Selon Michel Prouteau, Partner chez Pareto AM, les tensions sur le marché du crédit en début d’année 2020 ont montré qu’en matière de liquidité, les dynamiques en jeu étaient plus complexes, voire contre-intuitives, que la simple assertion «la liquidité d’un ETF de crédit correspond à celle des actifs dans lesquels il investit».

La classe d´actif des obligations d´entreprises se caractérise par une fragmentation particulièrement prononcée de l’univers d´investissement (on compte près de 2 500 émetteurs pour plus de 11 000 obligations parmi lesquelles choisir au niveau mondial).

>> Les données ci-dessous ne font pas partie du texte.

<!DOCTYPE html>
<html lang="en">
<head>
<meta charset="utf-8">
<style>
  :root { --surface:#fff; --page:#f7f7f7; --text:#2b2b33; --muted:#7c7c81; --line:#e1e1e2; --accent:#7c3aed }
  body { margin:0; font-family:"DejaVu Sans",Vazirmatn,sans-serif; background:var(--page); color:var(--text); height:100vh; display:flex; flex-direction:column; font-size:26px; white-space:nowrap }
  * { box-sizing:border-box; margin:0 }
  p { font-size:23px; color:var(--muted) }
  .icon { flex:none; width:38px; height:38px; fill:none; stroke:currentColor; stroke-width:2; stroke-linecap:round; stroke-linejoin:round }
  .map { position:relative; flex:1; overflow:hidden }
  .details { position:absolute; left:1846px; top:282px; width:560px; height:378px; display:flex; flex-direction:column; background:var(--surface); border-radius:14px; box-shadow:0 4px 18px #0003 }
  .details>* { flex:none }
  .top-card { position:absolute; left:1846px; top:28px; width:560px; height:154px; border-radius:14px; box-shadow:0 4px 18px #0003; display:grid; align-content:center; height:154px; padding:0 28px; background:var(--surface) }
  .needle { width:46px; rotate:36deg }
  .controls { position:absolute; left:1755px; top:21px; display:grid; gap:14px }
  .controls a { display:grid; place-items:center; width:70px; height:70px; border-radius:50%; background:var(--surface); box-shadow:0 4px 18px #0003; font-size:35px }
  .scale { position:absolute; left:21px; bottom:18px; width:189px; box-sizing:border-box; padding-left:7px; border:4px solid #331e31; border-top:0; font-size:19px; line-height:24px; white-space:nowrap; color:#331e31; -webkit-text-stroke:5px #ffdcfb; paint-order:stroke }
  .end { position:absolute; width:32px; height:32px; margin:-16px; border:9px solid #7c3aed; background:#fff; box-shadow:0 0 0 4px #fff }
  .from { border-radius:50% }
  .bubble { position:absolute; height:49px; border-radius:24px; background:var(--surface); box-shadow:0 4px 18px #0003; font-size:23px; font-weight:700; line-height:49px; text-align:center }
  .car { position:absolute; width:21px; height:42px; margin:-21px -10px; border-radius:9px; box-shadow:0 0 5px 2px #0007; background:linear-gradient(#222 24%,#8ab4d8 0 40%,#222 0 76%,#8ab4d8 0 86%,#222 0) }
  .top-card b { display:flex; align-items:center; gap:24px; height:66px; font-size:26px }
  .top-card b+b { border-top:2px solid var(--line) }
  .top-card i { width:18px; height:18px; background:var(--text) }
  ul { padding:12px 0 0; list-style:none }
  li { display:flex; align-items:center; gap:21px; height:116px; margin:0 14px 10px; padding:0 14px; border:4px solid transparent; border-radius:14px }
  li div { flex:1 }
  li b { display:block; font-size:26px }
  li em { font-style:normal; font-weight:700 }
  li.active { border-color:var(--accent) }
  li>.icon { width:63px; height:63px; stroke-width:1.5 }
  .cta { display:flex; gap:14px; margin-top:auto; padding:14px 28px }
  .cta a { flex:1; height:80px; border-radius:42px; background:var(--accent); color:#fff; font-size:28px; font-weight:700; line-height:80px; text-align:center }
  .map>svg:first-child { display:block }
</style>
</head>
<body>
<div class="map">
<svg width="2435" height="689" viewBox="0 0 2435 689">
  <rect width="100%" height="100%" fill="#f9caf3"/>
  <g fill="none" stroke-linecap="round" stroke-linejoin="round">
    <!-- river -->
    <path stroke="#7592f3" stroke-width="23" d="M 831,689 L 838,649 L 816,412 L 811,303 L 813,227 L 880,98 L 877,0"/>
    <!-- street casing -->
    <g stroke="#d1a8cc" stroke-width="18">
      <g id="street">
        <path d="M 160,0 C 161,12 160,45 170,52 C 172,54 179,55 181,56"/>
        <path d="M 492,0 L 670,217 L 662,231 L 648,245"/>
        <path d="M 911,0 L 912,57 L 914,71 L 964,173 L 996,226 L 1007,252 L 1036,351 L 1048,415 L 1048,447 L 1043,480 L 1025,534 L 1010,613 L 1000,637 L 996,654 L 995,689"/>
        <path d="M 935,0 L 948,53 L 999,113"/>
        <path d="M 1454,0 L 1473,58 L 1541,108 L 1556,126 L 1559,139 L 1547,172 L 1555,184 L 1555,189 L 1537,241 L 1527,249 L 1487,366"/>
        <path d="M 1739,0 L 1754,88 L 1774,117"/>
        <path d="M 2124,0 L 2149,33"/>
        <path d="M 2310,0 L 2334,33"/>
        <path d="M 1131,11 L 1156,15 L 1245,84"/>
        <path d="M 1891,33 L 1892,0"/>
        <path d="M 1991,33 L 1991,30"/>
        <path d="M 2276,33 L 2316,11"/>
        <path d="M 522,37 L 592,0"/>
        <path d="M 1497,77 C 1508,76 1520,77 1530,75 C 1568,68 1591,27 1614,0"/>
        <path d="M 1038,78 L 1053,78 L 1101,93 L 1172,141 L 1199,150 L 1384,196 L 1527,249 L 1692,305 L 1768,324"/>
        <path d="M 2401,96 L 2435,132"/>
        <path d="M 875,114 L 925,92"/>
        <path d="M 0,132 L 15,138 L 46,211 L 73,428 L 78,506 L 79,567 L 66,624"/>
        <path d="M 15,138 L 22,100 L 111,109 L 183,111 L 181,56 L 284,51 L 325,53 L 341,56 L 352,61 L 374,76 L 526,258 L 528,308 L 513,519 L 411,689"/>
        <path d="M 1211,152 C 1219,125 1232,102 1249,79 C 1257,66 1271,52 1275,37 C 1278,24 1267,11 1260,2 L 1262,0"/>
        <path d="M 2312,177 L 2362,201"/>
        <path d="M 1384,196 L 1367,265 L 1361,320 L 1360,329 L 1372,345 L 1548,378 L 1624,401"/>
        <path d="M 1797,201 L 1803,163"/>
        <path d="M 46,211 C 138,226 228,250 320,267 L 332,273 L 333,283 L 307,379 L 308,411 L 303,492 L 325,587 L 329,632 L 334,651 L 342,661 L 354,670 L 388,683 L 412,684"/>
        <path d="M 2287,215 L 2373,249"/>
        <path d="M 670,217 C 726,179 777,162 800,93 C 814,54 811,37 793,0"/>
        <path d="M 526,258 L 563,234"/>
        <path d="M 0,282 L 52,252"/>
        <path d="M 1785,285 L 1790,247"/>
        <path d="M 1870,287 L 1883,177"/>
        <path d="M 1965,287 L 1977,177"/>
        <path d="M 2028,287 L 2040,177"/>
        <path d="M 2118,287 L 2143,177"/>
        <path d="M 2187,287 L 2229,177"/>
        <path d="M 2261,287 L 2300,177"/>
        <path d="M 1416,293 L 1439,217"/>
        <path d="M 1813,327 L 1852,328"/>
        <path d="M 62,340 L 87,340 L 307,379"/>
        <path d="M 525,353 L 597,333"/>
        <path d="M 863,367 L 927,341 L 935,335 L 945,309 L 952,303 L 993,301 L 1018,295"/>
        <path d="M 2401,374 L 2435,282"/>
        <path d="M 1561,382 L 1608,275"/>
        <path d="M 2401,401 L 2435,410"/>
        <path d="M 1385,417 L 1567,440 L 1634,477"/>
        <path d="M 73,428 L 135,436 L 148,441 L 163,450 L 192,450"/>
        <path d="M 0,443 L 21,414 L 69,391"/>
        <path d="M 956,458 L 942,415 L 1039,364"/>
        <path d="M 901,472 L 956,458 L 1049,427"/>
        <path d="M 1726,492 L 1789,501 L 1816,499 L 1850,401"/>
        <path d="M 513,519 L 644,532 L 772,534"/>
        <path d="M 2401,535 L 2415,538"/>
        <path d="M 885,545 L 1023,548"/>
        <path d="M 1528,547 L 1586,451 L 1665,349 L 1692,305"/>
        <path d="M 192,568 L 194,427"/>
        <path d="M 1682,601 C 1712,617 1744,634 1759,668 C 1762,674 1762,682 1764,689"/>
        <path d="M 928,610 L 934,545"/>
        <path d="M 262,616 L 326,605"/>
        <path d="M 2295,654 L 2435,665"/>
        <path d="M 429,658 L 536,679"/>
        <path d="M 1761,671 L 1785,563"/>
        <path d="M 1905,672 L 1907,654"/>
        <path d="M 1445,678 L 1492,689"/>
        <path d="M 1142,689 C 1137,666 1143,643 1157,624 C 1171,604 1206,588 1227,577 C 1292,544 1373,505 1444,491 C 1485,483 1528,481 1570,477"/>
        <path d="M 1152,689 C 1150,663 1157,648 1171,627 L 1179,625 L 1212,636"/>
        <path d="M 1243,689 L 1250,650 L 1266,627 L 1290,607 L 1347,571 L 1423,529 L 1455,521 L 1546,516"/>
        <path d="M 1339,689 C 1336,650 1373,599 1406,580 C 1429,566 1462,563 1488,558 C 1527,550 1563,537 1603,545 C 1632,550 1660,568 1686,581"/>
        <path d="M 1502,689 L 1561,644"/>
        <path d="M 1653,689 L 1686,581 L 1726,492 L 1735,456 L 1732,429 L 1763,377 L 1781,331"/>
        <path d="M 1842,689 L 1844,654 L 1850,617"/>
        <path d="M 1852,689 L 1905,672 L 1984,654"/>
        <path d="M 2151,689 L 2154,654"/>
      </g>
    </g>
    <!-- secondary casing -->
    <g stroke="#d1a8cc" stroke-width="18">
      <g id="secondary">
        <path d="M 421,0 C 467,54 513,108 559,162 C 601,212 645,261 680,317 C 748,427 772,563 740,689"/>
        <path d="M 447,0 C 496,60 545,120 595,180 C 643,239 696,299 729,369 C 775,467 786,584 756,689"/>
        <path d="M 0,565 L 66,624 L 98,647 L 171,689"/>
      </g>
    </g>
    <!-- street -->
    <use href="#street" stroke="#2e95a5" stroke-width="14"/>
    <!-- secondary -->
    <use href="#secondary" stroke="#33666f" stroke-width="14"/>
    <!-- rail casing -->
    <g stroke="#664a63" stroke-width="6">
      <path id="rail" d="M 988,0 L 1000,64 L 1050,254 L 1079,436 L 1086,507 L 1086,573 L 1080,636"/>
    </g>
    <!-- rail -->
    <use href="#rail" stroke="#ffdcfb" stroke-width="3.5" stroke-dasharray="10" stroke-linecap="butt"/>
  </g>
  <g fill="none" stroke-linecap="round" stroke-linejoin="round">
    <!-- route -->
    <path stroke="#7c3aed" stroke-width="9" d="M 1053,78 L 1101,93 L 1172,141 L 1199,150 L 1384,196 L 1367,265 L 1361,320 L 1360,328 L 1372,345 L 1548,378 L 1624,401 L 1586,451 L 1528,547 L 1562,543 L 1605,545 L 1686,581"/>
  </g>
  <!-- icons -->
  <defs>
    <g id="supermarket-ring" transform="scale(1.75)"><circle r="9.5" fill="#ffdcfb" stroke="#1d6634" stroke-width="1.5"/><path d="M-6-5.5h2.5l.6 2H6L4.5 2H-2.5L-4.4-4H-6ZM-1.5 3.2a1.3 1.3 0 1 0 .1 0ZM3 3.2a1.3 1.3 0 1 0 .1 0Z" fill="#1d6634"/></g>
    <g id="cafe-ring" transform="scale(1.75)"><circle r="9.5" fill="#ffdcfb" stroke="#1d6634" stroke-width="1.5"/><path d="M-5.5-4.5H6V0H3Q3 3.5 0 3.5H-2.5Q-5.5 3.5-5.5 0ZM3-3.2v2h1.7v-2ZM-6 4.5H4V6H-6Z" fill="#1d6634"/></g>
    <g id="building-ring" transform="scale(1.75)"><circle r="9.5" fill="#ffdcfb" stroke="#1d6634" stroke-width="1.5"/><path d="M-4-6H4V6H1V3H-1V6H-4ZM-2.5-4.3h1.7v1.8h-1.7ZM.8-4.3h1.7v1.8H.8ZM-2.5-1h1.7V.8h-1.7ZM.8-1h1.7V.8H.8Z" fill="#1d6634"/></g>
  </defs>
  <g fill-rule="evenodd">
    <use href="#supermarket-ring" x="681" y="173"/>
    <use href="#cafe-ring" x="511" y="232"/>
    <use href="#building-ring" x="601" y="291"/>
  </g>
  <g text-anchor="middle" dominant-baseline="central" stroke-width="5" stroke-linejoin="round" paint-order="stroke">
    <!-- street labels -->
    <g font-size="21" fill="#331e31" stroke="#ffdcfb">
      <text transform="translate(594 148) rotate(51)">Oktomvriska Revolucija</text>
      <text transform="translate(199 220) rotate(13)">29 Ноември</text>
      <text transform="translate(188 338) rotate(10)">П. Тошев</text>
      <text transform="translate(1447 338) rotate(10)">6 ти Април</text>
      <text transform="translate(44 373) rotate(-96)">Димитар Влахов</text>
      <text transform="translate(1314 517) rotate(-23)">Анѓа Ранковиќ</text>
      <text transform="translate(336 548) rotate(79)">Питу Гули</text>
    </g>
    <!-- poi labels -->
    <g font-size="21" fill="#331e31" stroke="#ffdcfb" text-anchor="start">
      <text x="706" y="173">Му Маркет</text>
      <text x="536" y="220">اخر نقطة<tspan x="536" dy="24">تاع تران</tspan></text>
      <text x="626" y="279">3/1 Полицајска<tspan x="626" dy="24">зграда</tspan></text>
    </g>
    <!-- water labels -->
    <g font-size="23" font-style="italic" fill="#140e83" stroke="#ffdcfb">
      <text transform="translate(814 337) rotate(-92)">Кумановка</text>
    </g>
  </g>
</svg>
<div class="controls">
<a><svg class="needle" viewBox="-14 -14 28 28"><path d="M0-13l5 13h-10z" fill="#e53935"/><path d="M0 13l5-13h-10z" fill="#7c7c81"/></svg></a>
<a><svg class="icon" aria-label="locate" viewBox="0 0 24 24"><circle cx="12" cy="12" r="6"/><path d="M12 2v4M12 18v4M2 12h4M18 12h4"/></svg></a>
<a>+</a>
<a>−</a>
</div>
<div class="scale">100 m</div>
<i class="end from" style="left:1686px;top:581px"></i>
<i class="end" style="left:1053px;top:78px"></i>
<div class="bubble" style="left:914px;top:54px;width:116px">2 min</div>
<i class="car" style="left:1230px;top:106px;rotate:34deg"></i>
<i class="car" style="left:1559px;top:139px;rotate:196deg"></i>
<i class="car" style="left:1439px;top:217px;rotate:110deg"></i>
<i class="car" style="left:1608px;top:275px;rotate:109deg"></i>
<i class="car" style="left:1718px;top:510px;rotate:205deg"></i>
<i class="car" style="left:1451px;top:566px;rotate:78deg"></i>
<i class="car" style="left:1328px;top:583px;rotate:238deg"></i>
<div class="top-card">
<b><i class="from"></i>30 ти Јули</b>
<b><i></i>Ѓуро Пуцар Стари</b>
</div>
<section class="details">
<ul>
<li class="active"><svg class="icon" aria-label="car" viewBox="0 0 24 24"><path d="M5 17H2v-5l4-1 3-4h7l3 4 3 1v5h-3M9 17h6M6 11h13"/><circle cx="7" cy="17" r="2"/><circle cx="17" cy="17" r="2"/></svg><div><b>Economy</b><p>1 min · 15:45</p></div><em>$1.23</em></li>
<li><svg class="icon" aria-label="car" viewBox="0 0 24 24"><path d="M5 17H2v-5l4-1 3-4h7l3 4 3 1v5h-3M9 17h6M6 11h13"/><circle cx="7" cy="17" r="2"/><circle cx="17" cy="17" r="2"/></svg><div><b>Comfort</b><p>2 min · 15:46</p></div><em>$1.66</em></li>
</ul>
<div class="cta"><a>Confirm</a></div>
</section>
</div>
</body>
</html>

Aussi, pour prendre une position «vanille» sur cette classe d´actif, via par exemple un indice «investment grade» ou «high yield», les ETFs sont souvent perçus comme un support peu compliqué (pas de sélection à faire entre les obligations sous-jacentes de l’indice) et peu couteux[1].

L’autre atout des ETFs, parfois mis en avant par leurs sponsors, serait leur liquidité. Il est vrai que la plupart des indices, que répliquent les ETFs de crédit, ont pris soin d´inclure uniquement des titres dont l’encours est supérieur à un certain seuil (250 MEUR outstanding par exemple pour l’indice Markit iBoxx Euro Liquid High Yield - IBOXXMJA Index); encore faut-il accepter l’hypothèse selon laquelle la taille d’une souche est un indicateur convenable de la liquidité d´une obligation, mais c’est un autre débat.

Les tensions sur le marché du crédit en début d’année 2020 ont montré qu’en matière de liquidité, les dynamiques en jeu étaient plus complexes, voire contre-intuitives, que la simple assertion «la liquidité d’un ETF de crédit correspond à celle des actifs dans lesquels il investit».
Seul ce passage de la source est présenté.